In combination with a high-resolution map, Continental’s system recognizes all moving and static objects, as well as the layout of the roadway ahead. The drive demonstrated how the vehicles’ multiple camera, radar and LiDAR sensors interact while being driven underwater through the concrete Detroit-Windsor Tunnel and across the steel Blue Water Bridge.
Continental confirmed to Automotive News in May that it was conducting road tests in Ontario and housing the vehicles in their garage in Auburn Hills, Mich.
“Continental has been testing automated driving on public roads for more than five years and our approach is a global initiative. The engineering teams are spread across locations in the U.S., Europe, China and Japan to ensure driving and safety functions can be easily adapted to the individual regions as one comprehensive team effort,” Jeff Klei, President, Continental North America, said in a statement.
Both Michigan and Ontario have taken steps to ensure the region remains competitive as the automotive landscape evolves.
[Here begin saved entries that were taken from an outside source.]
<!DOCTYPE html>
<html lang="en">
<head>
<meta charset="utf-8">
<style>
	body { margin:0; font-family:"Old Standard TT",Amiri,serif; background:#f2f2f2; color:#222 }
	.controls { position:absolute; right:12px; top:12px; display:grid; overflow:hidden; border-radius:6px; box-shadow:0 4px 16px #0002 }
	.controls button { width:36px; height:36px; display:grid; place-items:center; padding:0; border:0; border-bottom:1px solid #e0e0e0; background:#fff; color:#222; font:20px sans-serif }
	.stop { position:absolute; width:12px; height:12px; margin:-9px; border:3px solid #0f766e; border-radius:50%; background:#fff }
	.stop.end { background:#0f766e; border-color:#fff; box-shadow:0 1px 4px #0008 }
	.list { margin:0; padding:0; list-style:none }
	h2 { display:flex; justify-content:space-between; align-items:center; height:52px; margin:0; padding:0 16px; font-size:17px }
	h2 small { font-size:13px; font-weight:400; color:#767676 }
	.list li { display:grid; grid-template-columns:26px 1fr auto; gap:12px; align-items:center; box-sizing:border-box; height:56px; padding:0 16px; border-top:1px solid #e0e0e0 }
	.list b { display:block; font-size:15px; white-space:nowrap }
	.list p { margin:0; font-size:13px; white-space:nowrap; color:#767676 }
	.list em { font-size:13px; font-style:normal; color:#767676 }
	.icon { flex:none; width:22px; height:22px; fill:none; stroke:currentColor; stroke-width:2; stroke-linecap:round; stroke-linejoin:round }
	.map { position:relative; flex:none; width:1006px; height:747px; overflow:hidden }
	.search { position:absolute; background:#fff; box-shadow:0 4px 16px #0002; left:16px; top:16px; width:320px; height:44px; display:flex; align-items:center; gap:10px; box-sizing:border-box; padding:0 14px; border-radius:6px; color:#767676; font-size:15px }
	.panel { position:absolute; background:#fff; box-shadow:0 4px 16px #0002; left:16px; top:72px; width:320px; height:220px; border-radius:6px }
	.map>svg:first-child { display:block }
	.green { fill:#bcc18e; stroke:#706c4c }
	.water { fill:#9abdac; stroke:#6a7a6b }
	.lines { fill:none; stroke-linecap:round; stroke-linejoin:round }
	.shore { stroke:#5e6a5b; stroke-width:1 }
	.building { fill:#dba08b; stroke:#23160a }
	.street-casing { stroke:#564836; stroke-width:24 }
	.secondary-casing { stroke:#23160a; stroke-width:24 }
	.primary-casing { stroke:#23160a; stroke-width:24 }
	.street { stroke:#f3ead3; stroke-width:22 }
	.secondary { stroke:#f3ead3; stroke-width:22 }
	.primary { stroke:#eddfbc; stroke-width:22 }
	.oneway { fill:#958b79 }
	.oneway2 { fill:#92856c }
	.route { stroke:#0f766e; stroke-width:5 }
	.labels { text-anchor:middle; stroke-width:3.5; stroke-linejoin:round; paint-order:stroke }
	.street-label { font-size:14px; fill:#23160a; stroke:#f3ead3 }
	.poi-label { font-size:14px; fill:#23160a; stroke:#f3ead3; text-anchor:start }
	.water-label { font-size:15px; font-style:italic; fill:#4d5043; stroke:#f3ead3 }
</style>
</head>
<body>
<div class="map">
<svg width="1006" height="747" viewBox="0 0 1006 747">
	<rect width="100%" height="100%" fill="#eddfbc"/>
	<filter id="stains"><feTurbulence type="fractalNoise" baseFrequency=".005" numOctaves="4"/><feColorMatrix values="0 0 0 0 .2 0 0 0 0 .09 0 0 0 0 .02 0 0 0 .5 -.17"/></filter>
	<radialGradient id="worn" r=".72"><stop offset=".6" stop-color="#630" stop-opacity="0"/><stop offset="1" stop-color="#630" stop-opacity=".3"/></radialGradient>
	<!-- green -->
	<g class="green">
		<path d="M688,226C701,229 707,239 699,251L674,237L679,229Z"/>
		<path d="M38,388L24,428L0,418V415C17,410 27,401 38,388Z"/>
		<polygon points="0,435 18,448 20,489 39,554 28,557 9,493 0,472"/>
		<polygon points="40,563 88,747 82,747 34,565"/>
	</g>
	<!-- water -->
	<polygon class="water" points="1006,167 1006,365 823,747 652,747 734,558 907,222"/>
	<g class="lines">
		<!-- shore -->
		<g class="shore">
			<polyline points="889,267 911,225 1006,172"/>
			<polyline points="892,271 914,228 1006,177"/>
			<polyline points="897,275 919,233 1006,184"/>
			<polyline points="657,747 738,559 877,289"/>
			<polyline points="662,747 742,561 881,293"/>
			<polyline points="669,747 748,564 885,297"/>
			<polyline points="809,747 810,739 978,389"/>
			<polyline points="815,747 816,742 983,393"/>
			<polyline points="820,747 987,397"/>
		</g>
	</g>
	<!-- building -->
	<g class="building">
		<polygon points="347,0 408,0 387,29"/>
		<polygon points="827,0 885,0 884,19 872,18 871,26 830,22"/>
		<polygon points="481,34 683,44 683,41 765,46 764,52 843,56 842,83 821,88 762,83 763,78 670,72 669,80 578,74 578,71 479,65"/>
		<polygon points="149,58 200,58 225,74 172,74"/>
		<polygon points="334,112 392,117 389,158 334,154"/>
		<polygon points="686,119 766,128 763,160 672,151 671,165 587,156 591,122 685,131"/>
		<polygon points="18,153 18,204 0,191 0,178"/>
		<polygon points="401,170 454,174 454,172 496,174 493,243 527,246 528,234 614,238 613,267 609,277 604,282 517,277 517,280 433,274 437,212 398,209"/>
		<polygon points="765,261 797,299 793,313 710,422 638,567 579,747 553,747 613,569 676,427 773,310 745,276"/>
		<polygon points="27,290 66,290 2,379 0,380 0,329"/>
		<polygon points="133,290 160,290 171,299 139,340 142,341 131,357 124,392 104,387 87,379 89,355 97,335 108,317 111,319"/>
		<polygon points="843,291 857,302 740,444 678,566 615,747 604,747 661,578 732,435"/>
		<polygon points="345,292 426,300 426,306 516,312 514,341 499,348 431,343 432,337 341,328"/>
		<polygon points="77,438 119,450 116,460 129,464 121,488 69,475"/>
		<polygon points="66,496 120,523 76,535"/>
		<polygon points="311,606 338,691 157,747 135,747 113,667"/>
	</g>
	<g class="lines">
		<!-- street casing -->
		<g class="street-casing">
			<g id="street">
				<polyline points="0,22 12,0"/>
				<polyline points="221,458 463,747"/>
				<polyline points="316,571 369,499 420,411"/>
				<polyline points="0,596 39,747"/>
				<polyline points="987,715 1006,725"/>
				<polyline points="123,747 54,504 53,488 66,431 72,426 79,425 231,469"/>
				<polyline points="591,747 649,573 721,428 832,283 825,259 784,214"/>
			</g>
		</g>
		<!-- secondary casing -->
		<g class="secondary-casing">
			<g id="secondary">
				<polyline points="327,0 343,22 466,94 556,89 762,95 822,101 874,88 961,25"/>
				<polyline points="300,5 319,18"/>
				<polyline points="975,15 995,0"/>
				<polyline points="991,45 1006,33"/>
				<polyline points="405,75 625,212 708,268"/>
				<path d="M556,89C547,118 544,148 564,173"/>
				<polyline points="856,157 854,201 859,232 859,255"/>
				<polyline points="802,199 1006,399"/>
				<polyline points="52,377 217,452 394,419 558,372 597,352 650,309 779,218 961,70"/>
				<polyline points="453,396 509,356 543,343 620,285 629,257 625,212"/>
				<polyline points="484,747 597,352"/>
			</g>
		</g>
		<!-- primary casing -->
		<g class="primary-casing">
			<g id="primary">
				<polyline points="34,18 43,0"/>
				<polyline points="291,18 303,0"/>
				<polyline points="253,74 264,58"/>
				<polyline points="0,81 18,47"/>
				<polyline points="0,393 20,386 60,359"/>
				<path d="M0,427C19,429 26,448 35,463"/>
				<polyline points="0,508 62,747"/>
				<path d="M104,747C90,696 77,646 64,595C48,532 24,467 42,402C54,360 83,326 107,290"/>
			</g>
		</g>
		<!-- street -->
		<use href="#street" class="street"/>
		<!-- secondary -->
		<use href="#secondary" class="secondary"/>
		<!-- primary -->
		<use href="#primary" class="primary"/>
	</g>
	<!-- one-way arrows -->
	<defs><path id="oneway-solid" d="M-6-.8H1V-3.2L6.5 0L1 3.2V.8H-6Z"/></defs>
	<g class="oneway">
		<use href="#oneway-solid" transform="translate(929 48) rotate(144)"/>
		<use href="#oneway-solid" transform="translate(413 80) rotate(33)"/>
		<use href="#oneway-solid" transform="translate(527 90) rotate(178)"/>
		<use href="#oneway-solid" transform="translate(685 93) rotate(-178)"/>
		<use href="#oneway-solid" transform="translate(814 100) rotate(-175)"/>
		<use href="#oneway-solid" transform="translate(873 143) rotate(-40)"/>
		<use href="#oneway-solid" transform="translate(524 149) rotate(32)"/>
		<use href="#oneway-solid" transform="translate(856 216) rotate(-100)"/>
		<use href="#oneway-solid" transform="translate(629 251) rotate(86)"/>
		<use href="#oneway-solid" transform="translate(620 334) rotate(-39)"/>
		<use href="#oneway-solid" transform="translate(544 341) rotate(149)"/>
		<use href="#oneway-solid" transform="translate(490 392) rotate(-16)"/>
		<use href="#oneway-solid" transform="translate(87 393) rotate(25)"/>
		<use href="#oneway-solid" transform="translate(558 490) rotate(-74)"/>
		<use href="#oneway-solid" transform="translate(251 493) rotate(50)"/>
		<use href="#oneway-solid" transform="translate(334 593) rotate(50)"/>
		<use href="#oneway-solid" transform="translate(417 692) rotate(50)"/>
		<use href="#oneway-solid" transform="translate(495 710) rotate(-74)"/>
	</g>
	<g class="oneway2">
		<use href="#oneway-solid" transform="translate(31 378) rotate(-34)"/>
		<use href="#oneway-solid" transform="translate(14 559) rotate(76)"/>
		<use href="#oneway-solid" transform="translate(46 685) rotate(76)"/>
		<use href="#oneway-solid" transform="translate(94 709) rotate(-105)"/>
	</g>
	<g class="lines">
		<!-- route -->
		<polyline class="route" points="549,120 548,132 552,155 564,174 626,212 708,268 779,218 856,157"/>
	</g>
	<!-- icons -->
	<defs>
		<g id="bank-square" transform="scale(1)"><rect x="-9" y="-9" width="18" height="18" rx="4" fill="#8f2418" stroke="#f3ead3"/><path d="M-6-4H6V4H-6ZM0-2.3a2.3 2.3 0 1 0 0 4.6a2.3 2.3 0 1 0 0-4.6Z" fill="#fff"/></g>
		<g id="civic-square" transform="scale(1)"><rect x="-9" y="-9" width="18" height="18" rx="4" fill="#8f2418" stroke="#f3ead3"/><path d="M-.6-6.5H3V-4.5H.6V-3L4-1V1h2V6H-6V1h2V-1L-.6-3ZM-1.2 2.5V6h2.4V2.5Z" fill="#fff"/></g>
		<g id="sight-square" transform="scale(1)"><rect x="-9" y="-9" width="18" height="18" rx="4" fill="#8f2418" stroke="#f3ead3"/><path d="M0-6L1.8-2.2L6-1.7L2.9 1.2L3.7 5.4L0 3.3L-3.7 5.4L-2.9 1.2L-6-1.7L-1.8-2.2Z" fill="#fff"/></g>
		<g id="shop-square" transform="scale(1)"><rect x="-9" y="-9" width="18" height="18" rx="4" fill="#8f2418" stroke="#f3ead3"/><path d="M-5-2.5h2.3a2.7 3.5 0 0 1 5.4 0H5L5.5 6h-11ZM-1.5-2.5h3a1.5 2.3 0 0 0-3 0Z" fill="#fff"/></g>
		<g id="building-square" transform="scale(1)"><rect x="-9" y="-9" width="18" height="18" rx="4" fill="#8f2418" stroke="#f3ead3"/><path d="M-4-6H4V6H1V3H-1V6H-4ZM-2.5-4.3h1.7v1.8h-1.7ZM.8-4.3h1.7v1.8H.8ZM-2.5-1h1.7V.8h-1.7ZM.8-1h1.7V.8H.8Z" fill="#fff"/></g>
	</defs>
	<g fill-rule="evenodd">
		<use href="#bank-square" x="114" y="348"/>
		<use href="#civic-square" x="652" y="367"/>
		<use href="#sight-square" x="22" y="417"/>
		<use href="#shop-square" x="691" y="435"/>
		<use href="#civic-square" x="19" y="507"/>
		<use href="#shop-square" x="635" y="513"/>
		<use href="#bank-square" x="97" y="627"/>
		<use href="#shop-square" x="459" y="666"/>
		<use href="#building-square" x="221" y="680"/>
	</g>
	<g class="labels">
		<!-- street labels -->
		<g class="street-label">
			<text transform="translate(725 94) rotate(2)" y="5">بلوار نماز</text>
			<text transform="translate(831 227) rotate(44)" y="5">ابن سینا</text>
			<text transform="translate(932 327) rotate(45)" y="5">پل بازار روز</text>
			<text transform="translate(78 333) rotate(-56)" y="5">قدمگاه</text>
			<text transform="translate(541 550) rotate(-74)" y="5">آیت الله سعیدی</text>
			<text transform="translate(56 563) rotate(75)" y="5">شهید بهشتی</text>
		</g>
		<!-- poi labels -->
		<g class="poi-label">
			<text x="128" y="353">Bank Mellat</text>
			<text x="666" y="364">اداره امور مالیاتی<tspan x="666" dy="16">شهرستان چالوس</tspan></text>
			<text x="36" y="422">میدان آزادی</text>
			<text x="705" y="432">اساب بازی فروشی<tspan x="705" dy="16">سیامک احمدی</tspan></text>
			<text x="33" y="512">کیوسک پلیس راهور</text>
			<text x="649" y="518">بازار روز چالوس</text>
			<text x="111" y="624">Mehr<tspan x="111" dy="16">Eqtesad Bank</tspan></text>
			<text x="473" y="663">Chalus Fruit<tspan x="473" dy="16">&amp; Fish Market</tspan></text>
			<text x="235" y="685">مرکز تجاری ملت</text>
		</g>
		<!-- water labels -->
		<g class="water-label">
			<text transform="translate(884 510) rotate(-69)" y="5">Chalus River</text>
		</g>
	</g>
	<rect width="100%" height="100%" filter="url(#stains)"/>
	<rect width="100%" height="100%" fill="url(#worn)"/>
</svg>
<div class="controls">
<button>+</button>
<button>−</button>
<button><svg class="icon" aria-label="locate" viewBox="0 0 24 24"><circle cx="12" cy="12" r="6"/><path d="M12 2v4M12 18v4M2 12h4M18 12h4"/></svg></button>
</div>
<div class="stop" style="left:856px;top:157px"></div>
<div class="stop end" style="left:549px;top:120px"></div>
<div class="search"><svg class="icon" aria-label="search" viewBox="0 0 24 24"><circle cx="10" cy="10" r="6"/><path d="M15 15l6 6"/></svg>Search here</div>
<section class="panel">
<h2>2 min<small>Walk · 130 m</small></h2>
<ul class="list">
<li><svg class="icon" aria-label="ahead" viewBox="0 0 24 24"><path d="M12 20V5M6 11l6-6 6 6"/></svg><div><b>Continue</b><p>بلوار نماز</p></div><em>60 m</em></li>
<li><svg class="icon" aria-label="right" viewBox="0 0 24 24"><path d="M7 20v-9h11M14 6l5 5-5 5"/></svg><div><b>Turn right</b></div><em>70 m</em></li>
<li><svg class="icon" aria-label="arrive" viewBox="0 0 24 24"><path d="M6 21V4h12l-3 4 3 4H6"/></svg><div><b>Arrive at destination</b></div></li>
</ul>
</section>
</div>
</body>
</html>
In 2016, Mich. Gov. Rick Snyder signed a package of bills enabling automated vehicles to operate on roads across the state. That same year, Ontario became the first province to set a regulatory framework to permit testing of automated vehicles, making it the only province to have an automated vehicle pilot program in Canada.
“When we work together, we can compete globally,” said Navdeep Bains, Canada’s minister of innovation, science and economic development. said. “We want to be the test bed when it comes to autonomous vehicles.”
He called the Windsor-Detroit border “a critical touchpoint for Canada and the U.S.”
“I understand the importance this [memorandum of understanding] plays in terms of the economic opportunities in terms of Canada and the U.S.,” Bains said. “It speaks to harmonizing regulations, which will include issues around safety.”
Ontario Minister of Economic Development Brad Duguid said in a statement that “the deep integration of the Great Lakes Automotive cluster helps foster industry-leading innovation and allows companies on both sides of the border to compete around the globe.”